The Decoder March 7, 2025 IDIOCRACY

AI search engines still stumble over news citations

A Columbia University's Tow Center for Digital Journalism study found that AI search engines frequently fail to identify news sources correctly. The problem affected free and paid tools, publisher partnerships, URLs, syndication, and Robots Exclusion Protocol settings.

WTF Index IDIOCRACY

◄ Terminator 1 Idiocracy 3 ►

The story mainly shows AI search eroding trust and information quality through widespread citation errors, not increasing physical danger or autonomy.

AI search engines still stumble over news citations

AI search engines are becoming a routine way to look for information, but a new study raises a basic problem for news: these systems often struggle to say where an article came from.

Research from Columbia University's Tow Center for Digital Journalism tested eight AI search engines, including ChatGPT, Perplexity, and Google Gemini. The researchers asked the systems to identify headlines, sources, publication dates, and URLs from random news articles. According to the study, more than 60% of queries received incorrect answers.

Why news attribution matters

For news, attribution is not a small formatting detail. A reader needs to know which outlet reported a story, when it was published, and where the original article can be found. Without that information, an AI search result can make it harder to evaluate reliability, follow reporting back to its source, or give the publisher proper credit.

The study comes as nearly 25% of Americans now use AI search engines instead of traditional tools, according to recent data cited in the source article. That shift makes the accuracy of AI-generated citations more important. If users rely on these systems as a gateway to news, flawed attribution can shape where attention, traffic, and trust go.

The Tow Center's test focused on practical details that should be straightforward for a search product: title, source, date, and URL. Yet the results showed that even this basic retrieval task can break down across major services.

The best result still had a high error rate

Among the systems tested, Perplexity performed best, but still had a 37% error rate. At the other end, Grok 3 misattributed 94% of citations.

The overall result was broader than one weak tool. More than 60% of queries across the study produced incorrect answers. That means the issue was not limited to a single company, product design, or model behavior described in the source article.

The errors also took different forms. Some systems misidentified where articles came from. Others pointed users toward syndicated versions rather than originals. In more than half of cases, Grok 3 and Google Gemini created URLs that did not exist.
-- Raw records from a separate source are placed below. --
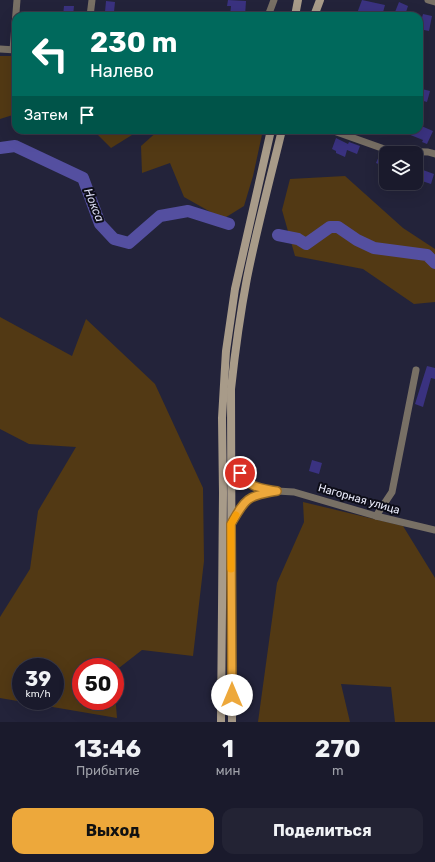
<!DOCTYPE html>
<html lang="ru">
<meta charset="utf-8">
<style>
body{margin:0;font-family:Rubik,sans-serif;background:#232334;color:#f1f3f6;height:100vh;display:flex;flex-direction:column;font-size:15px;white-space:nowrap}
*{box-sizing:border-box;margin:0}
p{font-size:13px;color:#9fa1a9}
.icon{flex:none;width:22px;height:22px;fill:none;stroke:currentColor;stroke-width:2;stroke-linecap:round;stroke-linejoin:round}
.map{position:relative;height:722px;overflow:hidden}
.drawer{display:flex;flex-direction:column;background:#1a1a2c;flex:1}
.drawer>*{flex:none}
.top-card{position:absolute;left:12px;top:12px;width:411px;height:122px;border-radius:12px;box-shadow:0 4px 16px #0002,0 0 0 1px #383848;background:#00695c;color:#fff;overflow:hidden}
.tools{position:absolute;left:379px;top:146px;display:grid;gap:8px}
.tools a{display:grid;place-items:center;width:44px;height:44px;border-radius:8px;background:#1a1a2c;box-shadow:0 4px 16px #0002,0 0 0 1px #383848;font-size:20px}
.speed{position:absolute;left:12px;top:658px;display:flex;gap:8px;font-size:20px;font-weight:700;text-align:center}
.speed>*{display:grid;place-content:center;width:52px;height:52px;border-radius:50%;background:#1a1a2c;box-shadow:0 4px 16px #0002,0 0 0 1px #383848;line-height:1}
.speed small{font-size:10px;font-weight:400}
.speed .limit{border:6px solid #d22;background:#fff;color:#111}
.pin{position:absolute;display:grid;place-items:center;width:34px;height:34px;color:#fff;margin:-17px;border:2px solid #fff;border-radius:50%;box-shadow:0 1px 4px #0007}
.me{position:absolute;width:44px;margin:-22px;rotate:0deg;stroke-linejoin:round;filter:drop-shadow(0 0 3px #0008)}
.turn{display:flex;align-items:center;gap:14px;height:84px;padding:0 12px;font-size:18px}
.turn .icon{width:52px;height:52px;stroke-width:2.5}
.turn b{display:block;font-size:28px;line-height:34px}
.then{display:flex;align-items:center;height:38px;padding:0 12px;background:#0003;gap:8px;font-size:15px}
.eta{display:flex;justify-content:space-evenly;align-items:center;height:68px;text-align:center}
.eta b{font-size:24px;font-weight:700;line-height:28px}
.button{display:flex;gap:8px;margin-top:auto;padding:8px 12px}
.button a{flex:1;height:46px;border-radius:12px;background:#eda83b;color:#111;font-size:16px;font-weight:700;line-height:46px;text-align:center}
.button a+a{background:#232334;color:#f1f3f6}
.map>svg:first-child{display:block}
</style>
<div class="map">
<svg width="435" height="722" viewBox="0 0 435 722">
<rect width="100%" height="100%" fill="#23233a"/>
<g fill="#523914" fill-rule="evenodd">
<polygon points="0,56 16,56 16,114 0,119"/>
<polygon points="93,130 140,130 111,148"/>
<polygon points="159,130 263,130 253,176 244,206 223,219 184,197 170,163 142,173 141,146"/>
<polygon points="345,176 403,228 435,249 435,302 414,304 363,269 295,256 282,210 290,179"/>
<path d="M0,317L72,356L86,319L155,384L203,488L204,561L193,656L142,650L115,671V667H81V701H115V693L117,718L0,698V617L30,569L38,511L76,447L29,444L0,429ZM21,667H55V701H21Z"/>
<polygon points="303,502 403,526 435,578 435,722 395,722 391,687 341,684 350,722 258,722 277,583 304,522"/>
</g>
<g fill="none" stroke-linecap="round" stroke-linejoin="round">
<g stroke="#544fa0" stroke-width="12">
<polyline points="0,148 15,146 83,178 100,224 114,239 129,243 160,216 188,211 229,224"/>
<polyline points="278,235 298,239 306,244 330,227 338,227 357,240 374,248 427,255 435,263"/>
</g>
</g>
<g fill="#3a3280">
<polygon points="228,0 246,1 245,16 230,16 231,6 227,6"/>
<polygon points="362,0 385,5 382,16 368,15 368,16 356,16"/>
<polygon points="106,1 115,2 114,12 105,12"/>
<polygon points="399,2 408,6 405,15 395,12"/>
<polygon points="64,6 74,6 73,16 63,16"/>
<polygon points="423,14 432,16 429,31 419,29"/>
<polygon points="422,89 430,91 427,102 420,100"/>
<polygon points="419,125 433,131 427,144 422,142 423,140 408,134 410,130 419,130"/>
<polygon points="336,138 348,144 349,142 360,146 357,154 347,150 345,157 336,153 336,151 332,149"/>
<polygon points="380,154 386,157 386,167 376,163"/>
<polygon points="423,170 434,174 431,184 419,180 420,177 418,176 419,171 422,172"/>
<polygon points="427,366 435,368 435,379 431,378 423,407 415,404"/>
<polygon points="312,460 322,463 319,474 309,471"/>
</g>
<g fill="none" stroke-linecap="round" stroke-linejoin="round">
<g stroke="#787065" stroke-width="7">
<polyline points="428,0 435,2"/>
<polyline points="90,16 92,0"/>
<polyline points="268,16 274,0"/>
<polyline points="0,49 16,50"/>
<polyline points="13,50 17,0"/>
<polyline points="331,130 390,151 428,152 435,154"/>
<polyline points="232,459 244,479 249,484 256,487 277,491 294,492 376,516 435,530"/>
<polyline points="376,516 392,492 416,370"/>
<path d="M232,523C245,499 247,497 273,492"/>
</g>
<g stroke="#a89b89" stroke-width="8">
<polyline points="295,16 298,0"/>
<polyline points="314,16 320,0"/>
<polyline points="221,722 223,493 222,418 226,351 235,289 271,130"/>
<path d="M232,722L231,389C235,352 240,315 247,278C257,228 270,179 282,130"/>
</g>
</g>
<g fill="none" stroke-linecap="round" stroke-linejoin="round">
<g stroke="#9a6d26" stroke-width="10">
<path id="route" d="M232,695L231,524C247,496 247,497 277,491C260,488 250,488 240,473"/>
</g>
<use href="#route" stroke="#eda83b" stroke-width="7"/>
<polyline stroke="#f59e0b" stroke-width="7" points="231,569 231,524 236,515"/>
</g>
<g text-anchor="middle" dominant-baseline="central" stroke-width="4" stroke-linejoin="round" paint-order="stroke">
<g font-size="11" fill="#edeefe" stroke="#0d0d18">
<text transform="translate(359 499) rotate(16)">Нагорная улица</text>
</g>
<g font-size="12" font-style="italic" fill="#dadbf2" stroke="#0d0d18">
<text transform="translate(94 205) rotate(68)">Нокса</text>
</g>
</g>
</svg>
<div class="tools">
<a><svg class="icon" aria-label="layers" viewBox="0 0 24 24"><path d="M12 4l9 5-9 5-9-5zM3 14l9 5 9-5"/></svg></a>
</div>
<div class="speed"><div>39<small>km/h</small></div><div class="limit">50</div></div>
<div class="pin" style="left:240px;top:473px;background:#d93025"><svg class="icon" aria-label="arrive" viewBox="0 0 24 24"><path d="M6 21V4h12l-3 4 3 4H6"/></svg></div>
<svg class="me" style="left:232px;top:695px" viewBox="-20 -20 40 40"><circle r="19" fill="#fff"/><path d="M0-13L10 11 0 6-10 11z" fill="#eda83b"/></svg>
<div class="top-card">
<div class="turn"><svg class="icon" aria-label="left" viewBox="0 0 24 24"><path d="M17 20v-9H6M10 6l-5 5 5 5"/></svg><div><b>230 m</b>Налево</div></div>
<div class="then">Затем<svg class="icon" aria-label="arrive" viewBox="0 0 24 24"><path d="M6 21V4h12l-3 4 3 4H6"/></svg></div>
</div>
</div>
<section class="drawer">
<div class="eta">
<div><b>13:46</b><p>Прибытие</p></div>
<div><b>1</b><p>мин</p></div>
<div><b>270</b><p>m</p></div>
</div>
<div class="button"><a>Выход</a><a>Поделиться</a></div>
</section>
For users, a fabricated URL is especially damaging because it can look like a precise citation while leading nowhere. A wrong source can be just as confusing, because it may shift credit from the publisher that produced the article to another platform that carried or republished it.
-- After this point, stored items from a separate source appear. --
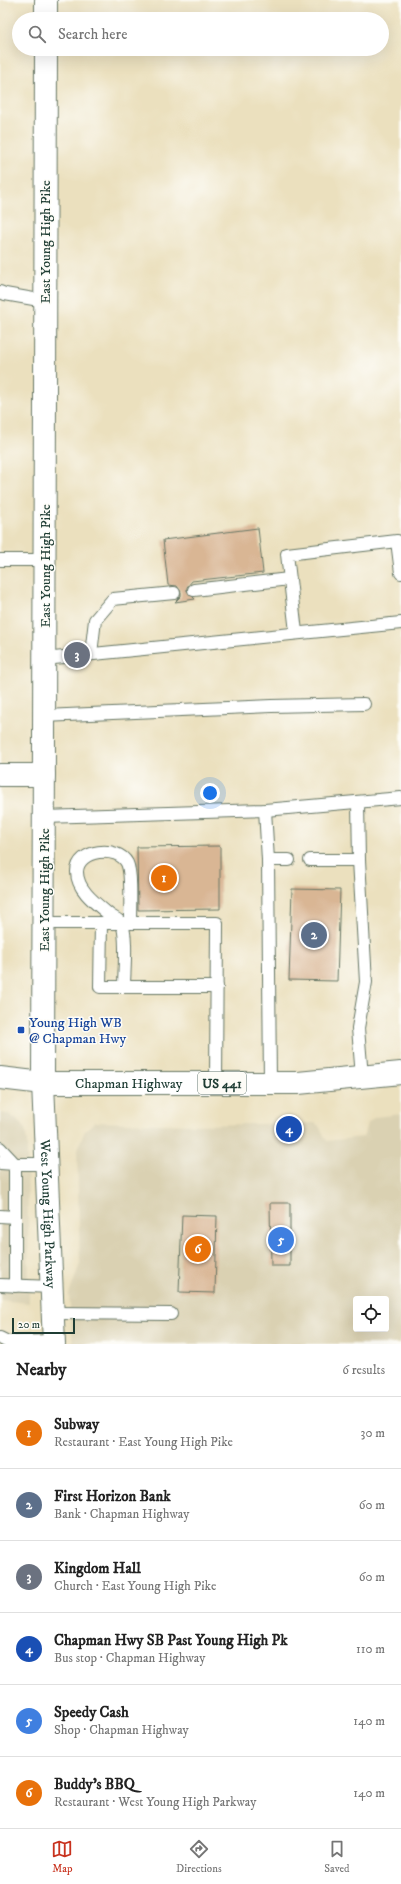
<!DOCTYPE html>
<html lang="en">
<head>
<meta charset="utf-8">
<style>
  :root { --surface:#fff; --page:#f6f6f6; --text:#222; --muted:#767676; --line:#e0e0e0; --accent:#c8321e }
  body { margin:0; font-family:"IM FELL DW Pica",serif; background:var(--page); color:var(--text) }
  .controls { position:absolute; right:12px; bottom:12px; display:grid; overflow:hidden; border-radius:4px; box-shadow:0 4px 16px #0002 }
  .controls button { width:36px; height:36px; display:grid; place-items:center; padding:0; border:0; border-bottom:1px solid var(--line); background:var(--surface); color:var(--text); font:20px sans-serif }
  .scale { position:absolute; left:12px; bottom:10px; width:63px; box-sizing:border-box; padding-left:4px; border:2px solid #1f3d34; border-top:0; font-size:11px; line-height:14px; white-space:nowrap; color:#1f3d34; -webkit-text-stroke:3px #fdfcf7; paint-order:stroke }
  .you { position:absolute; left:210px; top:793px; width:14px; height:14px; margin:-10px; border:3px solid #fff; border-radius:50%; background:#1a73e8; box-shadow:0 0 0 6px #1a73e833 }
  .badge { display:grid; place-items:center; width:26px; height:26px; border-radius:50%; background:var(--accent); color:#fff; font-size:13px; font-weight:700 }
  .pin { position:absolute; translate:-50% -50%; border:2px solid #fff; box-shadow:0 1px 4px #0006 }
  .list { margin:0; padding:0; list-style:none }
  h2 { display:flex; justify-content:space-between; align-items:center; height:52px; margin:0; padding:0 16px; font-size:17px }
  h2 small { font-size:13px; font-weight:400; color:var(--muted) }
  .list li { display:grid; grid-template-columns:26px 1fr auto; gap:12px; align-items:center; box-sizing:border-box; height:72px; padding:0 16px; border-top:1px solid var(--line) }
  .list b { display:block; font-size:15px; white-space:nowrap }
  .list p { margin:0; font-size:13px; white-space:nowrap; color:var(--muted) }
  .list em { font-size:13px; font-style:normal; color:var(--muted) }
  .icon { flex:none; width:22px; height:22px; fill:none; stroke:currentColor; stroke-width:2; stroke-linecap:round; stroke-linejoin:round }
  .map { position:relative; flex:none; width:401px; height:1344px; overflow:hidden }
  .search { position:absolute; background:var(--surface); box-shadow:0 4px 16px #0002; left:12px; right:12px; top:12px; height:44px; display:flex; align-items:center; gap:10px; box-sizing:border-box; padding:0 14px; border-radius:22px; color:var(--muted); font-size:15px }
  .sheet { height:484px; background:var(--surface) }
  nav { display:flex; justify-content:space-around; align-items:center; box-sizing:border-box; height:56px; border-top:1px solid var(--line); background:var(--surface); font-size:11px; color:var(--muted) }
  nav a { display:grid; justify-items:center; gap:2px }
  nav .on { color:var(--accent) }
  .map>svg:first-child { display:block }
  .built { fill:#dad1b2; fill-rule:evenodd }
  .building { fill:#d9b694 }
  .lines { fill:none; stroke-linecap:round; stroke-linejoin:round }
  .lane-casing { stroke:#667664; stroke-width:14 }
  .street-casing { stroke:#667664; stroke-width:24 }
  .highway-casing { stroke:#667664; stroke-width:24 }
  .lane { stroke:#fff; stroke-width:12 }
  .street { stroke:#fff; stroke-width:22 }
  .highway { stroke:#fff; stroke-width:22 }
  .transit-dot { fill:#1a4fb4; stroke:#fdfcf7; stroke-width:1.5 }
  .labels { text-anchor:middle; stroke-width:3; stroke-linejoin:round; paint-order:stroke }
  .shield { fill:#fdfcf7; stroke:#62766e; stroke-width:1 }
  .shield-label { font-size:13px; font-weight:bold; fill:#1f3d34 }
  .street-label { font-size:14px; fill:#1f3d34; stroke:#fdfcf7 }
  .transit-label { font-size:14px; fill:#164399; stroke:#fdfcf7; text-anchor:start }
</style>
</head>
<body>
<div class="map">
<svg width="401" height="1344" viewBox="0 0 401 1344">
  <rect width="100%" height="100%" fill="#fdfcf7"/>
  <filter id="ink" filterUnits="userSpaceOnUse"><feTurbulence type="fractalNoise" baseFrequency=".025" numOctaves="2"/><feDisplacementMap in="SourceGraphic" scale="8" xChannelSelector="R" yChannelSelector="G"/><feConvolveMatrix kernelMatrix="1 2 1 2 8 2 1 2 1" color-interpolation-filters="sRGB"/></filter>
  <filter id="wash" filterUnits="userSpaceOnUse"><feTurbulence type="fractalNoise" baseFrequency=".012" numOctaves="4" result="noise"/><feDisplacementMap in="SourceGraphic" scale="16" xChannelSelector="R" yChannelSelector="G"/><feGaussianBlur stdDeviation="0.9" result="paint"/><feColorMatrix in="noise" values="0 0 0 0 0 0 0 0 0 0 0 0 0 0 0 0 0 1.4 0 .05"/><feComposite in="paint" operator="in"/></filter>
  <g filter="url(#wash)">
    <rect width="100%" height="100%" fill="#ebe0be"/>
    <g class="built">
      <path d="M0 1113 8 1114 17 1120 25 1129 27 1142 29 1303 0 1300Z"/>
      <path d="M401 1114V1344H73L69 1294 80 1264 77 1149 85 1131 90 1126 95 1122 192 1125 315 1123 319 1126 327 1141 363 1137 367 1124 375 1117ZM356 1299H386V1329H356Z"/>
    </g>
    <g id="blocks">
      <g class="building">
        <path d="M258 528 263 573 192 581 187 587V591L195 599 175 602 181 596V592L177 586 168 585 163 540Z"/>
        <path d="M220 846V909L138 910 137 847Z"/>
        <path d="M292 889 340 890 337 981 289 980Z"/>
        <path d="M270 1203H290V1266H271Z"/>
        <path d="M182 1215 217 1216 215 1293 179 1292Z"/>
      </g>
    </g>
  </g>
  <g filter="url(#ink)">
    <use href="#blocks" fill-opacity="0" stroke="#667664" stroke-width="1"/>
    <g class="lines">
      <defs>
        <g id="lane">
          <path d="M0 292 5 294 45 301"/>
          <path d="M0 560H45"/>
          <path d="M194 590 289 579"/>
          <path d="M296 632 287 554 397 541 401 573"/>
          <path d="M91 654 95 620 113 599 174 593"/>
          <path d="M44 659 401 623"/>
          <path d="M44 716 271 706 364 704"/>
          <path d="M358 803 359 860 366 982 358 1028 362 1077"/>
          <path d="M265 810 268 860 270 1083"/>
          <path d="M44 817 265 810 401 798"/>
          <path d="M268 860H289"/>
          <path d="M310 860H359"/>
          <path d="M44 923H217L216 1083"/>
          <path d="M101 923 100 987H217"/>
          <path d="M124 987C124 973 128 933 121 923 119 920 114 918 111 916 98 905 77 891 77 872 77 849 118 845 127 863 132 873 130 910 130 923"/>
          <path d="M0 1148 15 1164H47"/>
          <path d="M0 1163 15 1164V1286"/>
          <path d="M0 1216 15 1217"/>
          <path d="M0 1285 53 1287"/>
          <path d="M54 1313 171 1314"/>
          <path d="M0 1338 8 1342 54 1341"/>
        </g>
        <g id="street">
          <path d="M46 19V0"/>
          <path id="s1" d="M46 49 43 1083 54 1344"/>
          <path d="M0 775H44"/>
        </g>
        <g id="highway">
          <path id="s2" d="M0 1078 43 1083H298L401 1073"/>
        </g>
      </defs>
      <use href="#lane" class="lane-casing"/>
      <use href="#street" class="street-casing"/>
      <use href="#highway" class="highway-casing"/>
      <use href="#lane" class="lane"/>
      <use href="#street" class="street"/>
      <use href="#highway" class="highway"/>
    </g>
  </g>
  <rect class="transit-dot" x="17" y="1026" width="8" height="8" rx="2"/>
  <g class="labels">
    <rect class="shield" x="198" y="1072" width="48" height="22" rx="3"/>
    <g class="shield-label">
      <text x="222" y="1088">US 441</text>
    </g>
    <g class="street-label">
      <text transform="translate(45 242) rotate(-90)" y="5">East Young High Pike</text>
      <text transform="translate(45 566) rotate(-90)" y="5">East Young High Pike</text>
      <text transform="translate(44 890) rotate(-90)" y="5">East Young High Pike</text>
      <text dy="5" stroke="none"><textPath href="#s2" startOffset="129">Chapman Highway</textPath></text>
      <text dy="5" stroke="none"><textPath href="#s1" startOffset="1165">West Young High Parkway</textPath></text>
    </g>
    <g class="transit-label">
      <text x="29" y="1027">Young High WB<tspan x="29" dy="16">@ Chapman Hwy</tspan></text>
    </g>
  </g>
</svg>
<div class="controls">
<button><svg class="icon" aria-label="locate" viewBox="0 0 24 24"><circle cx="12" cy="12" r="6"/><path d="M12 2v4M12 18v4M2 12h4M18 12h4"/></svg></button>
</div>
<div class="scale">20 m</div>
<div class="you"></div>
<div class="pin badge" style="left:164px;top:878px;background:#e8710a">1</div>
<div class="pin badge" style="left:314px;top:935px;background:#5c6f8a">2</div>
<div class="pin badge" style="left:77px;top:655px;background:#6b7280">3</div>
<div class="pin badge" style="left:289px;top:1129px;background:#1a4fb4">4</div>
<div class="pin badge" style="left:281px;top:1240px;background:#3f7fe0">5</div>
<div class="pin badge" style="left:198px;top:1249px;background:#e8710a">6</div>
<div class="search"><svg class="icon" aria-label="search" viewBox="0 0 24 24"><circle cx="10" cy="10" r="6"/><path d="M15 15l6 6"/></svg>Search here</div>
</div>
<section class="sheet">
<h2>Nearby<small>6 results</small></h2>
<ul class="list">
<li><span class="badge" style="background:#e8710a">1</span><div><b>Subway</b><p>Restaurant · East Young High Pike</p></div><em>30 m</em></li>
<li><span class="badge" style="background:#5c6f8a">2</span><div><b>First Horizon Bank</b><p>Bank · Chapman Highway</p></div><em>60 m</em></li>
<li><span class="badge" style="background:#6b7280">3</span><div><b>Kingdom Hall</b><p>Church · East Young High Pike</p></div><em>60 m</em></li>
<li><span class="badge" style="background:#1a4fb4">4</span><div><b>Chapman Hwy SB Past Young High Pk</b><p>Bus stop · Chapman Highway</p></div><em>110 m</em></li>
<li><span class="badge" style="background:#3f7fe0">5</span><div><b>Speedy Cash</b><p>Shop · Chapman Highway</p></div><em>140 m</em></li>
<li><span class="badge" style="background:#e8710a">6</span><div><b>Buddy's BBQ</b><p>Restaurant · West Young High Parkway</p></div><em>140 m</em></li>
</ul>
</section>
<nav>
<a class="on"><svg class="icon" aria-label="map" viewBox="0 0 24 24"><path d="M3 6l6-2 6 2 6-2v14l-6 2-6-2-6 2zM9 4v14M15 6v14"/></svg>Map</a>
<a><svg class="icon" aria-label="directions" viewBox="0 0 24 24"><path d="M12 3l9 9-9 9-9-9zM9 14v-3h6M13 9l2 2-2 2"/></svg>Directions</a>
<a><svg class="icon" aria-label="saved" viewBox="0 0 24 24"><path d="M7 4h10v16l-5-4-5 4z"/></svg>Saved</a>
</nav>
</body>
</html>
Paid tools were not a simple fix

The study found an unexpected pattern: paid services such as Perplexity Pro and Grok 3 performed worse than their free counterparts. The source article says these services tried to answer more queries, but were more likely to give incorrect information instead of saying they did not know.

That distinction matters. In news search, refusing to answer can be more useful than confidently returning a false citation. A user can work around uncertainty; a wrong answer can send them in the wrong direction.

The finding also complicates the idea that paying for a more advanced AI search product automatically means better news attribution. Based on the study described in the source, a tool's willingness to answer did not necessarily match its ability to answer correctly.

Publisher agreements did not solve the issue

The study also looked at a question publishers care about: whether formal deals with AI companies improve attribution. The answer, according to the source article, was not reassuring.

Despite Hearst's agreement with OpenAI, ChatGPT correctly identified only one in ten San Francisco Chronicle articles. Perplexity frequently cited syndicated versions of Texas Tribune articles instead of the originals.

Those examples show why licensing or partnership agreements are not the same as accurate attribution in the product experience. A system may have a formal relationship with a publisher and still fail to point users to that publisher's own article in a reliable way.

The study also found that AI search engines often directed users to syndication platforms like Yahoo News rather than original sources. For publishers, that creates a visibility problem. The article may exist in the AI system's answer, but the connection to the outlet that produced it can be weakened or lost.

Robots settings and wider concerns

The source article says several systems ignored publishers' Robots Exclusion Protocol settings. One example was Perplexity accessing National Geographic content even though the publisher explicitly blocked its crawlers.

That adds another layer to the attribution problem. The issue is not only whether an AI search engine cites a publisher correctly after using its content. It is also whether the system respects the publisher's stated access preferences in the first place.

Time Magazine's COO Mark Howard said AI companies are working to improve their systems, but warned against assuming today's free products are perfectly accurate.

"If anybody as a consumer is right now believing that any of these free products are going to be 100 percent accurate, then shame on them."

The source article also notes that a separate BBC study in February identified similar problems with AI assistants handling news queries, including factual errors and poor sourcing.

Taken together, the studies described in the source point to a clear caution: AI search engines may be useful for discovery, but their news citations should not be treated as automatically reliable. When the subject is journalism, the details of attribution are part of the information itself.